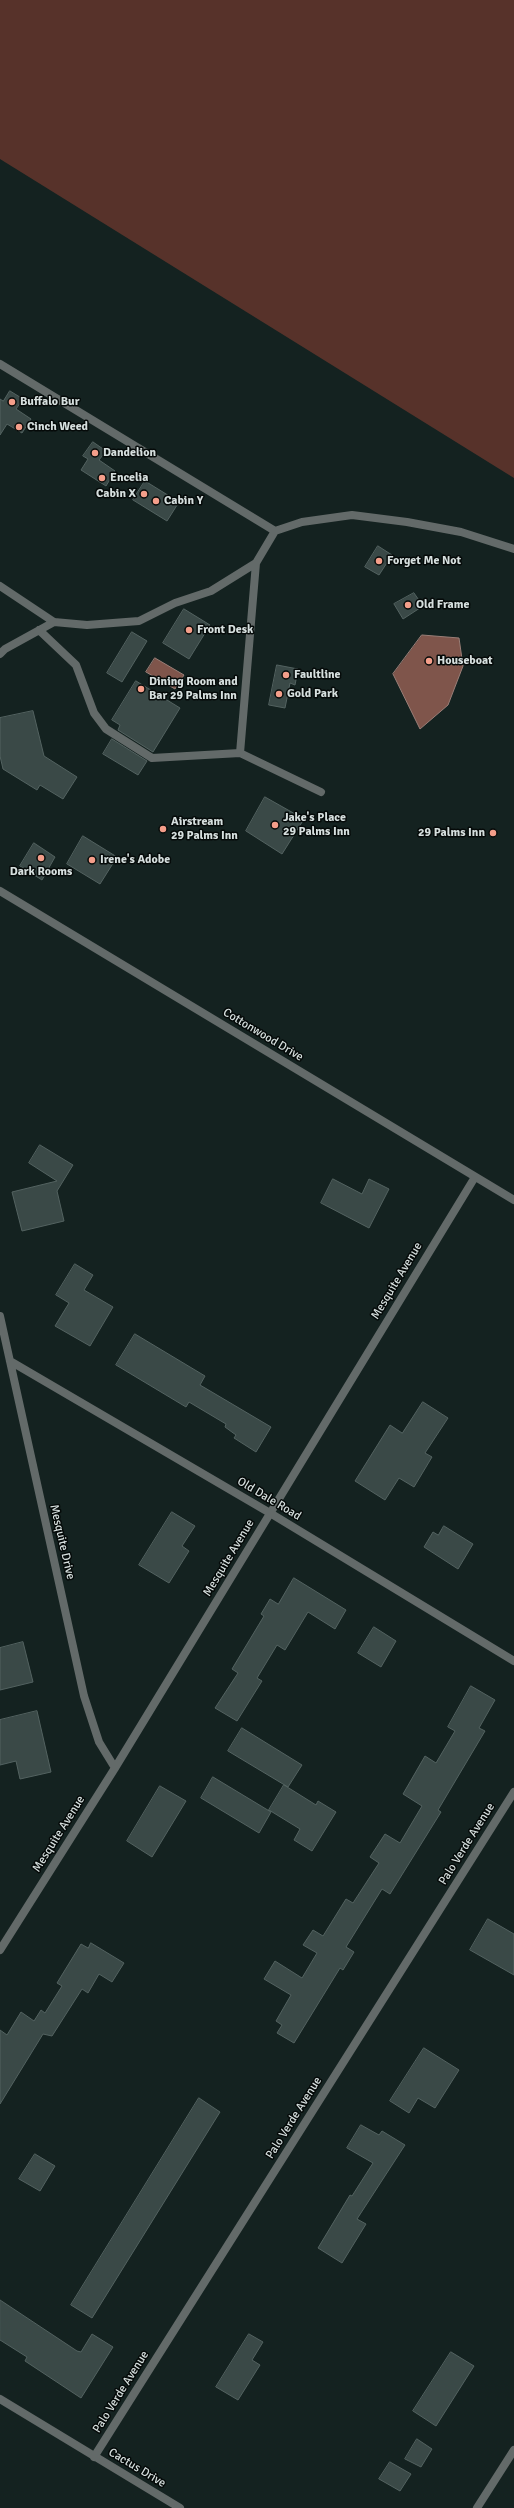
<!DOCTYPE html>
<style>
body{margin:0}
canvas{display:block;background:#142220}
</style>
<canvas width="514" height="2508"></canvas>
<script>
const c = document.querySelector('canvas').getContext('2d');
c.lineJoin = 'round';
function fill(path, color) { c.fillStyle = color; c.fill(path, 'evenodd'); }
function trace(path, color, width, dash) { c.strokeStyle = color; c.lineWidth = width; c.lineCap = dash ? 'butt' : 'round'; c.setLineDash(dash || []); c.stroke(path); }
function drawText(font, color, halo, rows, align = 'center') {
  c.font = font + ' Signika,sans-serif'; c.lineWidth = 3; c.setLineDash([]); c.textBaseline = 'middle'; c.strokeStyle = halo; c.fillStyle = color; for (const [text, x, y, turn = 0] of rows) {
    c.save(); c.translate(x, y); c.rotate((+turn || 0) * Math.PI / 180); c.textAlign = isNaN(turn) ? turn : align; if (halo) c.strokeText(text, 0, 0); c.fillText(text, 0, 0); c.restore();
  }
}
fill(new Path2D(`
 M0,0h514v478l-514,-319z`), '#57322a');
const water = new Path2D(`
 M422,635l37,3 4,28 -15,39 -28,24 -27,-55z
 M155,658l29,17 -9,14 -29,-17z`);
fill(water, '#7f554b');
trace(water, '#997e77', 1);
const building = new Path2D(`
 M10,391l13,8 -7,10 15,10 -9,14 -15,-9 -7,11v-36l3,2z
 M93,442l13,9 -7,9 16,11 -9,15 -25,-16 7,-11 -5,-3z
 M145,481l34,21 -12,19 -34,-21z
 M378,546l14,9 -13,20 -14,-8z
 M414,593l9,13 -20,13 -9,-15z
 M184,609l26,16 -21,34 -26,-16z
 M132,632l15,9 -25,41 -15,-9z
 M277,665l21,4 -3,16 -5,-2 -5,25 -16,-3z
 M136,681l44,27 -27,44 -35,-22 2,-5 -8,-5z
 M33,711l11,45 33,21 -14,22 -23,-14 -3,5 -34,-21 -3,-13v-38z
 M112,739l35,22 -9,14 -35,-21z
 M265,797l39,22 -22,35 -36,-23z
 M83,836l34,21 -17,27 -33,-20z
 M34,843l21,14 -13,23 -22,-14z
 M40,1145l33,20 -16,26 7,30 -42,10 -10,-39 45,-11 -28,-18z
 M333,1179l29,15 7,-15 20,10 -20,39 -48,-25z
 M75,1264l18,11 -9,15 29,17 -23,39 -35,-20 14,-23 -13,-8z
 M135,1334l70,42 -5,9 71,42 -15,25 -22,-14 2,-3 -11,-8 1,-3 -37,-22 -3,5 -70,-42z
 M423,1402l25,16 -23,35 7,4 -18,30 -15,-9 -14,22 -30,-19 35,-56 12,8z
 M172,1512l23,14 -13,20 7,5 -20,32 -30,-18z
 M444,1526l29,18 -15,25 -34,-22 9,-15 5,3z
 M294,1578l52,32 -11,19 -27,-17 -23,38 -8,-5 -20,33 5,3 -25,40 -22,-13 23,-35 -6,-4 32,-53 -3,-2 9,-15 8,5z
 M374,1627l22,14 -15,26 -23,-14z
 M23,1642l10,40 -33,8v-42z
 M471,1686l24,14 -16,28 6,3 -47,79 3,2 -51,82 -8,-5 -36,58 8,5 -11,18 -3,-2 -46,75 -17,-10 5,-8 -6,-4 15,-26 -27,-16 11,-18 27,17 15,-25 -14,-8 10,-15 10,6 23,-37 7,4 26,-40 -9,-6 15,-23 15,9 22,-37 -19,-12 22,-38 11,7 19,-32 -7,-4z
 M37,1711l14,61 -31,7 -4,-18 -16,4v-45z
 M242,1728l60,37 -14,22 -60,-36z
 M213,1777l58,35 -12,21 -58,-35z
 M284,1785l32,20 2,-4 18,11 -24,39 -18,-11 6,-11 -31,-19z
 M160,1786l26,15 -34,56 -25,-16z
 M488,1919l26,15v41l-44,-25z
 M91,1943l33,20 -12,19 -13,-8 -11,19 -6,-4 -30,47 -9,-2 -43,70v-74l7,5 14,-23 13,9 7,-11 4,3 17,-27 -5,-3 24,-39 7,4z
 M424,2048l35,22 -24,38 -17,-10 -9,15 -19,-12z
 M199,2098l21,14 -128,206 -21,-13z
 M361,2125l18,10 3,-4 23,14 -48,74 9,5 -24,39 -24,-15 32,-53 2,1 21,-33 -26,-15z
 M35,2154l20,12 -15,25 -21,-12z
 M0,2300l77,51 4,1 11,-18 21,13 -32,51 -56,-37 2,-4 -27,-17z
 M249,2334l14,8 -11,18 8,5 -22,35 -22,-13z
 M451,2352l23,14 -38,60 -23,-15z
 M417,2439l15,10 -11,18 -16,-8z
 M390,2462l21,12 -11,17 -21,-12z`);
fill(building, '#3a4947');
trace(building, '#536260', 1);
trace(new Path2D(`
 M0,364l275,167
 M0,586l54,36 33,3 52,-4 36,-18 36,-12 45,-28 19,-32 27,-9 50,-7 55,7 54,10 53,17
 M39,630l37,35 18,48 12,16 46,29 88,-5 16,-190
 M0,654l5,-5 49,-27
 M240,753l81,39
 M0,891l514,309
 M0,1316l84,380 15,46 16,26
 M10,1361l260,152 244,148
 M0,1950l115,-182 360,-591
 M0,2399l180,109
 M94,2457l420,-665
 M477,2508l37,-58`), '#636a69', 8);
for (const [x, y, r, color] of [
 [12,402,4,"#f49e8a"],
 [19,427,4,"#f49e8a"],
 [95,453,4,"#f49e8a"],
 [102,478,4,"#f49e8a"],
 [144,494,4,"#f49e8a"],
 [156,501,4,"#f49e8a"],
 [379,561,4,"#f49e8a"],
 [408,605,4,"#f49e8a"],
 [189,630,4,"#f49e8a"],
 [429,661,4,"#f49e8a"],
 [286,675,4,"#f49e8a"],
 [141,689,4,"#f49e8a"],
 [279,694,4,"#f49e8a"],
 [275,825,4,"#f49e8a"],
 [163,829,4,"#f49e8a"],
 [493,833,4,"#f49e8a"],
 [41,858,4,"#f49e8a"],
 [92,860,4,"#f49e8a"]
]) { const dot = new Path2D(); dot.arc(x, y, r, 0, 2 * Math.PI); c.fillStyle = color; c.fill(dot); trace(dot, '#050a09', 1.5); }
drawText('bold 12px', '#d6dfde', '#050a09', [
 ["Buffalo Bur",20,402],
 ["Cinch Weed",27,427],
 ["Dandelion",103,453],
 ["Encelia",110,478],
 ["Cabin X",136,494,"right"],
 ["Cabin Y",164,501],
 ["Forget Me Not",387,561],
 ["Old Frame",416,605],
 ["Front Desk",197,630],
 ["Houseboat",437,661],
 ["Faultline",294,675],
 ["Dining Room and",149,682],
 ["Bar 29 Palms Inn",149,696],
 ["Gold Park",287,694],
 ["Jake's Place",283,818],
 ["29 Palms Inn",283,832],
 ["Airstream",171,822],
 ["29 Palms Inn",171,836],
 ["29 Palms Inn",485,833,"right"],
 ["Irene's Adobe",100,860],
 ["Dark Rooms",41,872,"center"]
], 'left');
drawText('12px', '#d6dfde', '#050a09', [
 ["Cottonwood Drive",263,1035,31],
 ["Mesquite Avenue",397,1281,-59],
 ["Old Dale Road",269,1499,31],
 ["Mesquite Drive",62,1542,77],
 ["Mesquite Avenue",229,1558,-59],
 ["Mesquite Avenue",59,1834,-58],
 ["Palo Verde Avenue",467,1844,-58],
 ["Palo Verde Avenue",294,2118,-58],
 ["Palo Verde Avenue",121,2392,-58],
 ["Cactus Drive",137,2468,31]
]);
</script>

......

TASK DETAILS:
Within the listing above, give again exactly every line from the line with "M277,665l21,4 -3,16 -5,-2 -5,25 -16,-3z" through the line with "M333,1179l29,15 7,-15 20,10 -20,39 -48,-25z", both included, and no other line.

WRITTEN RESPONSE:
 M277,665l21,4 -3,16 -5,-2 -5,25 -16,-3z
 M136,681l44,27 -27,44 -35,-22 2,-5 -8,-5z
 M33,711l11,45 33,21 -14,22 -23,-14 -3,5 -34,-21 -3,-13v-38z
 M112,739l35,22 -9,14 -35,-21z
 M265,797l39,22 -22,35 -36,-23z
 M83,836l34,21 -17,27 -33,-20z
 M34,843l21,14 -13,23 -22,-14z
 M40,1145l33,20 -16,26 7,30 -42,10 -10,-39 45,-11 -28,-18z
 M333,1179l29,15 7,-15 20,10 -20,39 -48,-25z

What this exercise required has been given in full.